What is The House of Fairy Tales?
The House of Fairy Tales is a place of magical, parallel worlds where learning is play and play is directed learning. We are a collective of artists, writers, poets and educationalists who believe that by creating quality child-centred art we can inspire the thinkers and creators of the next generation.
Tell us about some of the things you've done before
We've welcomed visitors from another dimension to the Whitechapel Gallery, we've trained an army of young ghosts at St Paul's, we've taken our travelling art circus to Camp Bestival, Glastonbury and Thames Festival, we've recreated the Hollywood studio at The Apple Cart festival, we've transformed the prestigious London Selfridges building into an underwater wonder world and saved the planet from the Memory Eaters at Mottisfont National Trust. Thankfully we've had the unflinching support of over 200,000 keen-eyed and quick-minded children and young people.
Our installations wrap children and families in the world of story. The immersive element of our work gives audiences an opportunity to play at being something other than themselves, they stretch their minds until the story ends and maybe beyond – that's the intention.
What is the Adventure of the Missing Manuscript?
An adventure is “an exciting or unusual experience” – and The Adventure of the Missing Manuscript is no exception with two interactive elements! At the Royal Shakespeare Theatre we have created an immersive installation of the imagined, magnificent mind of Shakespeare and around the gardens we've designed a story-based trail with the help of an illustrated map.
Families will wander through the town guided by the original map to fulfill tasks that weave the rich tapestry of Shakespeare's colourful life, his characters, emotions and plots with a drop of House of Fairy Tales magic.
In the Swan Room, families are invited to interact with a range of instruments of creativity such as the 'Story-Generating Machine' and 'Prospero's Alchemy Laboratory'. Having worked with the eclectic collection of tangible props, costumes and magical machines children will be inspired to create their very own Shakespeare-inspired drama.
How did you come up with this idea?
All of our work starts from the same source - inspiration– the stories and the natural environment of the installation. We came to Stratford and wandered the streets, much like a child would. We spent time exploring, asking questions and saw how contemporary life interlaces with the past; we listened to stories and visited the RSC prop store; a treasure trove for the imagination.
The sources then merge in a creative cavern, much like the one we've created in the Swan Room – and out of it came The Adventure of the Missing Manuscript.

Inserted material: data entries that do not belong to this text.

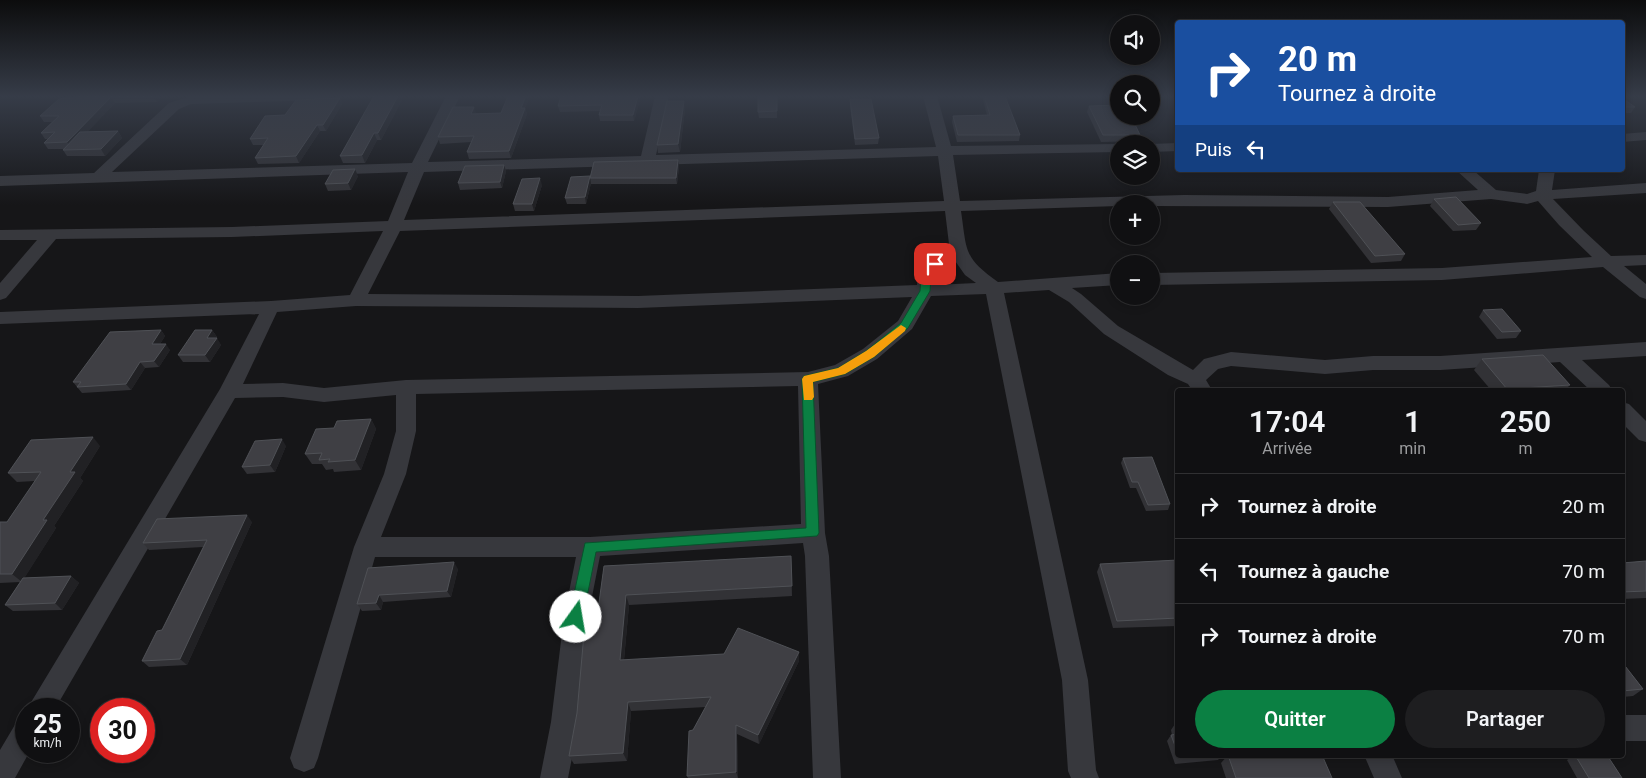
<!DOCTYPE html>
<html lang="fr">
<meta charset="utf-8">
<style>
body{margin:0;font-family:Roboto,sans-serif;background:#1e1e20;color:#f1f3f6;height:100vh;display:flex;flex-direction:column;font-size:19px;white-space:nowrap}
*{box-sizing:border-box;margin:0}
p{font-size:16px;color:#9c9d9f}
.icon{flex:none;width:28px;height:28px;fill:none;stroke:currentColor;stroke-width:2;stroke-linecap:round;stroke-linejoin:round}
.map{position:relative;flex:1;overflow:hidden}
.details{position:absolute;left:1175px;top:388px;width:450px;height:370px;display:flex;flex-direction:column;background:#101012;border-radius:5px;box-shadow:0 2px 8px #0003,0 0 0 1px #303032}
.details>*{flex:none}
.guide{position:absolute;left:1175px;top:20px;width:450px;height:152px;border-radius:5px;box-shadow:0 2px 8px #0003,0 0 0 1px #303032;background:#1a4fa0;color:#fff;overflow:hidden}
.fabs{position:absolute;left:1110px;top:15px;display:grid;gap:10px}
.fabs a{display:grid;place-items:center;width:50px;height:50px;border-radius:50%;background:#101012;box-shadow:0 2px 8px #0003,0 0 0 1px #303032;font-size:25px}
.speed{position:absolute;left:15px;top:698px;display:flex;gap:10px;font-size:25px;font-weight:700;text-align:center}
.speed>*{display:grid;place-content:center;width:65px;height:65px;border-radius:50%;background:#101012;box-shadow:0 2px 8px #0003,0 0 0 1px #303032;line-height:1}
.speed small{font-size:12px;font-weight:400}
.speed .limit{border:8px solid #d22;background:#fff;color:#111}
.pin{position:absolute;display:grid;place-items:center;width:42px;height:42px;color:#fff;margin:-21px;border-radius:10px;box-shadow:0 2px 8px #0006}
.me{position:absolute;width:55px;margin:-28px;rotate:13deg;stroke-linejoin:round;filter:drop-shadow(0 0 4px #0008)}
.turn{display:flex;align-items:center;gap:18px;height:105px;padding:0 20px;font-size:22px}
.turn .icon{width:65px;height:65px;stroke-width:2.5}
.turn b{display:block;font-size:35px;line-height:42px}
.then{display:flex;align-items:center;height:48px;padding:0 20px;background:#0003;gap:10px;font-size:19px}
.eta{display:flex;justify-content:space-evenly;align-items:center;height:85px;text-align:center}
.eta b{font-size:30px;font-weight:600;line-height:35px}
.action{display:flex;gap:10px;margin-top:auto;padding:10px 20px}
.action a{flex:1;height:58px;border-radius:30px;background:#0b8043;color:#fff;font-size:20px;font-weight:600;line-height:58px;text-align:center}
.action a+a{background:#1e1e20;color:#f1f3f6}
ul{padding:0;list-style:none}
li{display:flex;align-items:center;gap:15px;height:65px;padding:0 20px;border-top:1px solid #303032}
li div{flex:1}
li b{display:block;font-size:19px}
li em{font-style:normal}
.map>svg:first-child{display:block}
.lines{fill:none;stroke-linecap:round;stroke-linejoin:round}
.street{fill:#37383d;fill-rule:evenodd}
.wall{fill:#323236}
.shaded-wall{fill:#212124}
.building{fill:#3f3f44;stroke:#4f5156}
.route{fill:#0b8043;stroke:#07532c}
.slow{fill:#f59e0b}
</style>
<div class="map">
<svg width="1646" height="778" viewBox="0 0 1646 778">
<rect width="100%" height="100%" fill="#161618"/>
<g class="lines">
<g class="street">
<path d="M191 96H331L324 100 191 104 179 109 112 172 412 163 446 96H460L428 162 641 156 655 96H669L656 155 936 147 923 96H937L951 146 1119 144H1120L1119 152 953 155 960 201 1184 195 1388 197 1478 190 1456 170H1473L1496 190 1527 194 1536 191 1539 170H1555L1552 190 1646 183V193L1553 199 1584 231 1611 256 1646 255V265L1624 266 1646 284V299L1640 297 1603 267 1442 280 1151 285V273L1442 268 1592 257 1559 225 1538 201 1527 204 1491 199 1388 207 1151 206V204H1119V206L961 211C967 251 963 257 998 282L1119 273V285L1072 288 1081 294 1118 326 1193 370 1204 359 1231 352 1325 360 1373 356H1440L1646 342V356L1582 360 1609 385 1612 390H1590L1560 362 1440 370H1373L1325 374 1231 366 1218 369 1206 380 1212 390H1192L1188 384 1168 375 1104 334 1069 302 1049 290 1004 293 1088 680 1096 770 1099 778H1071L1068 771 1062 680 986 294 931 296 912 329 877 359 848 376 818 384 825 533 829 556 841 778H813L805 556 803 543 600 556 588 617 579 722 568 778H540L551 722 564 617 576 557H375L318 758 314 768 304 772 294 768 290 758 354 547 384 474 396 431V395L324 402 283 397 235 398 55 709H27L220 389 259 314 0 324V312L271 301 350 295 383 231 232 237 56 239 6 298 0 300V283L37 240H0V230L232 227 388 221 408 172 0 186V176L94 173 169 103ZM938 156 944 201 404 220 424 172ZM945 211 949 244C936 255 918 266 917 285L638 296 368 294 400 231ZM953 258 965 275 976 283 934 285C935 272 944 265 953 258ZM912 297 898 321 863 349 835 365 808 372 406 380 324 388 283 383 243 384 277 312 356 306 638 308ZM798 386 801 524 590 537H381L406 474 416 431V394Z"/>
<polygon points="1646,132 1646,140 1622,142 1622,134"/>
<polygon points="1178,143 1178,151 1151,152 1150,144"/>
<polygon points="1622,402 1629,404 1646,421 1646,442 1639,440 1622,423"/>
<rect x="1622" y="715" width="24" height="26"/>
<polygon points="26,719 26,751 30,751 15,778 0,778 0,750 16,723"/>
<polygon points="1364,755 1392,755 1402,778 1374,778"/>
</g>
</g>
<g class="wall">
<polygon points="76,96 163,96 157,102 115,103 87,132 118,131 122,138 105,156 67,156 63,150 64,149 48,149 44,143 49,139 45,139 41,133 52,122 44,122 40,116"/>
<polygon points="374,96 404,96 381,140 377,140 365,163 343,163 340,156"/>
<polygon points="508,96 530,96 525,108 527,114 511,158 469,159 467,152 471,142 440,144 438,137 476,113 475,114 501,113"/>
<polygon points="561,96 641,96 634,121 600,121 599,115 600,111 560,112 558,106"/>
<polygon points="777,96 777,118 759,118 758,112"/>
<polygon points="982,96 1005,96 1020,135 1019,141 957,142 952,122 953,116 987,115"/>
<polygon points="340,98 342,104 326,131 320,131 299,163 258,164 255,158 264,145 253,145 250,139 285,115"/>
<polygon points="1622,98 1635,107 1631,113 1622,113"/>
<polygon points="850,99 879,138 878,144 855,145 850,106"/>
<polygon points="1089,106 1140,135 1139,141 1101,142 1087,112"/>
<polygon points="685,109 680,152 658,153 657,145"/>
<polygon points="678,160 679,167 677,184 591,184 591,183 586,204 567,204 565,198 590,176"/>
<polygon points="504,165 506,171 502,188 460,190 458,183"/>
<polygon points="358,176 351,190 328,191 325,184"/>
<polygon points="542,185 534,211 515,211 513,204"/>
<polygon points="1434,199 1481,223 1476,230 1453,231 1430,206"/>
<polygon points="1333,202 1405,254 1401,261 1371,263 1329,209"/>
<polygon points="1483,310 1521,331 1516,338 1497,339 1479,317"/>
<polygon points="161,330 165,336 160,344 170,350 159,367 145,368 131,390 82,393 73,382"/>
<polygon points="212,330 217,337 216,338 221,345 210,362 183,362 178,355"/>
<polygon points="1482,359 1570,385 1565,390 1491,390 1474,370"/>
<polygon points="371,419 376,429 361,470 334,472 333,469 326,470 322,464 312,464 305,454 334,428"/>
<polygon points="100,446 80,478 83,481 54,526 56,528 24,578 71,576 79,583 62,610 13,611 5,605 20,582 0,583 0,522 7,522 35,481 17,482 8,473"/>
<polygon points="286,446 275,472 247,474 242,467"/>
<polygon points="1123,458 1170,504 1168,510 1146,511 1136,488 1130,488 1121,463"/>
<polygon points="252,522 187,665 149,667 142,661 162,630 203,547 149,550 143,543"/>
<polygon points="791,556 792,596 629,605 624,660 799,661 759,744 737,734 738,778 688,778 687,776 693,730 706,707 631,711 627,761 574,764 569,756 598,610 604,566"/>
<polygon points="1178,560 1178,626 1113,628 1097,572 1100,564"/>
<polygon points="1646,561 1646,598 1622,599 1622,563"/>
<polygon points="368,568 458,569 451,597 383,602 381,610 362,611 357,604"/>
<polygon points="1622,662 1643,689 1633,696 1622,697"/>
<polygon points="1175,724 1178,724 1178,755 1222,755 1218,760 1175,764 1167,741 1171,735 1172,735 1171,730"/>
<polygon points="1228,755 1332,778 1226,778 1221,763"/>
<polygon points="1572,755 1607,755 1622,778 1577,778 1567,760 1573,756"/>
</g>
<g class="shaded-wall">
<polygon points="154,96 163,96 157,102"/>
<polygon points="398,96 404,96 381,140 378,133"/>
<polygon points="526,96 530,96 525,108 527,114 511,158 509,151 521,108"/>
<polygon points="638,96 641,96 634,121 633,115"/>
<polygon points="111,97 115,103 72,148 67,142"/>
<polygon points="340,98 342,104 326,131 323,125"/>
<polygon points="684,101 685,109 680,152 678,144"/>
<polygon points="474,107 476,113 473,121 471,114"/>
<polygon points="317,125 320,131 299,163 296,156"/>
<polygon points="118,131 122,138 105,156 101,149"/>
<polygon points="374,133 377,140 365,163 362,155"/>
<polygon points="678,160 679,167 677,184 676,178"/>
<polygon points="504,165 506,171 502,188 500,182"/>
<polygon points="355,169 358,176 351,190 348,183"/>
<polygon points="590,176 591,183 586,204 585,197"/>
<polygon points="540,178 542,185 534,211 532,204"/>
<polygon points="161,330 165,336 156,350 152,344"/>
<polygon points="212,330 217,337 211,345 207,338"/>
<polygon points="217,338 221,345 210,362 205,355"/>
<polygon points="166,344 170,350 159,367 154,361"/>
<polygon points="140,362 145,368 131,390 126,384"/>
<polygon points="371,419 376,429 361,470 355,460"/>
<polygon points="93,437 100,446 80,478 83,481 54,526 56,528 22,582 12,574 70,472"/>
<polygon points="282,439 286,446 275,472 270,465"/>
<polygon points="247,515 252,522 187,665 180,659"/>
<polygon points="454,562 458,569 451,597 447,591"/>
<polygon points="71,576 79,583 62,610 55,603"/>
<polygon points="379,595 383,602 381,610 376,603"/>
<polygon points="626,595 629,605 623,669 620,660"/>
<polygon points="799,652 799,661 759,744 758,735"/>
<polygon points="628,702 631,711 627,761 623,753"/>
<polygon points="736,725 737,734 738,778 736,772"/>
</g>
<g class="building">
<polygon points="76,96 155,96 111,97 67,142 44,143 55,132 41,133 59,116 40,116 59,99 74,97"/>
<polygon points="374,96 398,96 378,133 374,133 362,155 340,156"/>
<polygon points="508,96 526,96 521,108 525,108 509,151 467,152 474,136 438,137 453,107 474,107 471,114 501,113"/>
<polygon points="561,96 638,96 633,115 599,115 602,105 558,106"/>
<polygon points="758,96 777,96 777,111 758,112"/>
<polygon points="984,96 1005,96 1020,135 958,135 953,116 990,115"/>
<polygon points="340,98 323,125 317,125 296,156 255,158 268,138 250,139 265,116 285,115 296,100"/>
<polygon points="1622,98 1635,107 1622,107"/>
<polygon points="850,99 871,99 879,138 855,139"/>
<polygon points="667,101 684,101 678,144 657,145"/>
<polygon points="1119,105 1119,116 1131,116 1140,135 1103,135 1089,106"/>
<polygon points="118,131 101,149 63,150 80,132"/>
<polygon points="678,160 676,178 590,178 594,162"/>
<polygon points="504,165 500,182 458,183 465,166"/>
<polygon points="355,169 348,183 325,184 333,170"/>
<polygon points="590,176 585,197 565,198 571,177"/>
<polygon points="540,178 532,204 513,204 522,179"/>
<polygon points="1456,197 1481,223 1458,225 1434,199"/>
<polygon points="1333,202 1360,202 1405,254 1375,256"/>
<polygon points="1502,309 1521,331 1502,332 1483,310"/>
<polygon points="161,330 152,344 166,344 154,361 140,362 126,384 77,387 81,382 73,382 110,332"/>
<polygon points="195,330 212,330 207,338 217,338 205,355 178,355"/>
<polygon points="1543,355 1570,385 1507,389 1482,359"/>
<polygon points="371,419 355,460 328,462 330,459 319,460 322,453 305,454 316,429 334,428 337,421"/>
<polygon points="93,437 70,472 75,472 43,520 47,520 12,574 0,574 0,522 7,522 41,472 8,473 31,440"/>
<polygon points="282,439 270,465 242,467 255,441"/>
<polygon points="1152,457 1170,504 1148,505 1138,482 1132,482 1123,458"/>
<polygon points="247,515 180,659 142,661 157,631 162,630 207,540 143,543 157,519"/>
<polygon points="791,556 792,586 626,595 620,660 724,654 738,628 799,652 758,735 736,725 736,772 687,776 689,731 693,730 711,697 628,702 623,753 569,756 577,713 586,611 598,610 604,566"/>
<polygon points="1178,560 1178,618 1117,621 1100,564"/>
<polygon points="1646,561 1646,591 1622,592 1622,563"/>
<polygon points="454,562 447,591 379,595 376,603 357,604 368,568"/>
<polygon points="71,576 55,603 5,605 23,578"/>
<polygon points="1622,662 1643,689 1622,691"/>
<polygon points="1175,724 1178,724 1178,733"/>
<polygon points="1178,734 1178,754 1171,735"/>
<polygon points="1178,755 1218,755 1179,758"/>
<polygon points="1228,755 1322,755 1332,778 1236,778"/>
<polygon points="1575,755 1607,755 1622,778 1589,778"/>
</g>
<linearGradient id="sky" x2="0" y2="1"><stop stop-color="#0c0c0d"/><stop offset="0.47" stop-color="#363c48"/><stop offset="1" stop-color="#363c48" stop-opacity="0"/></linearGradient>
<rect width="1646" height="205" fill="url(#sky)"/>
<polygon class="route" points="931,261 935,261 940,264 931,278 930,291 908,328 874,357 845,374 813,382 819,533 817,536 596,552 583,617 581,621 576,623 571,621 569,617 585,543 806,528 802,379 804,376 838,368 866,351 901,323 920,291 921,278"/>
<polygon class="slow" points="901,325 906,328 905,331 874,357 845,374 813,382 814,397 812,400 804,400 802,379 804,376 838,368 866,351"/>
</svg>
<div class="fabs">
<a><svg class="icon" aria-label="sound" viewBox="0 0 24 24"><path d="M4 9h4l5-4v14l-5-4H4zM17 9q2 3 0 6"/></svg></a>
<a><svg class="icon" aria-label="search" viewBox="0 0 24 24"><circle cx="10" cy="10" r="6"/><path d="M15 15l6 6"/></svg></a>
<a><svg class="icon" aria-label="layers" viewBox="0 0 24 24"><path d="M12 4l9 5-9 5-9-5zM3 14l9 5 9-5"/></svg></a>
<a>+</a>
<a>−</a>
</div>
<div class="speed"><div>25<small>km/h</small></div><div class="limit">30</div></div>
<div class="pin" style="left:935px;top:264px;background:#d93025"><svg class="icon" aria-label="arrive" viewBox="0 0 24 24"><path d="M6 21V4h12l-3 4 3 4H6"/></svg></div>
<svg class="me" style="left:576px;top:617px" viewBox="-20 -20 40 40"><circle r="19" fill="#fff"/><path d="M0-13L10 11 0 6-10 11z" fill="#0b8043"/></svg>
<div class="guide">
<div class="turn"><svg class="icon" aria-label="right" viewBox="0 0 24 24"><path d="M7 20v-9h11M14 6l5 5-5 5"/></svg><div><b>20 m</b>Tournez à droite</div></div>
<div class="then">Puis<svg class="icon" aria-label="left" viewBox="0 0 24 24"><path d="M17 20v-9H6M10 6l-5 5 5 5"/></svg></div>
</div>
<section class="details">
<div class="eta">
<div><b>17:04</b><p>Arrivée</p></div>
<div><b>1</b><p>min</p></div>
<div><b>250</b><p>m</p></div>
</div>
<ul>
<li><svg class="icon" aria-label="right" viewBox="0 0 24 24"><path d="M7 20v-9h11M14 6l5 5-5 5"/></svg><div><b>Tournez à droite</b></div><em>20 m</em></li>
<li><svg class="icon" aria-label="left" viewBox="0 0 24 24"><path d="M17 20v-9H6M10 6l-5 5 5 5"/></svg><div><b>Tournez à gauche</b></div><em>70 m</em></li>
<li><svg class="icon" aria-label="right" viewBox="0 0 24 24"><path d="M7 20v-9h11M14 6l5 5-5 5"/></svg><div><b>Tournez à droite</b></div><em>70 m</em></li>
</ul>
<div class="action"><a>Quitter</a><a>Partager</a></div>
</section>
</div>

Shakespeare was an industrious storywriter. He created some of the most perfect dramas – covering all the human emotions. It got us thinking about Shakespeare as story-machine maker, which developed into the idea of Britain's industrious past and how machines and technology have come together today to assist mankind – but it all began with an idea.
Is this a new piece for the RSC?
Yes 100%. Some of the props aren't new - the RSC has been very generous and let us explore the prop cabinet, such as the life size bear, but how they'll merge with The House of Fairy Tales means that every day new dramas will be created and performed.
Who is it aimed at?
The House of Fairy Tales aims to work with families, and touches the imagination in all of us…we have created this work with 5-12 year olds in mind.
Who will perform it?
The children themselves.
Did you find out any unusual things about Shakespeare when you were creating the adventure?
When you look at stories from the past you realise that nothing is usual, but it was interesting to hear how Shakespeare saved his family name after his father, originally a pillar of society with multiple properties, died in debt. It is touching to think about Shakespeare as a son as well as a writer.
What would you like people to go away with once they've experienced the adventure?
A sense of their own creativity and a passion for Shakespeare.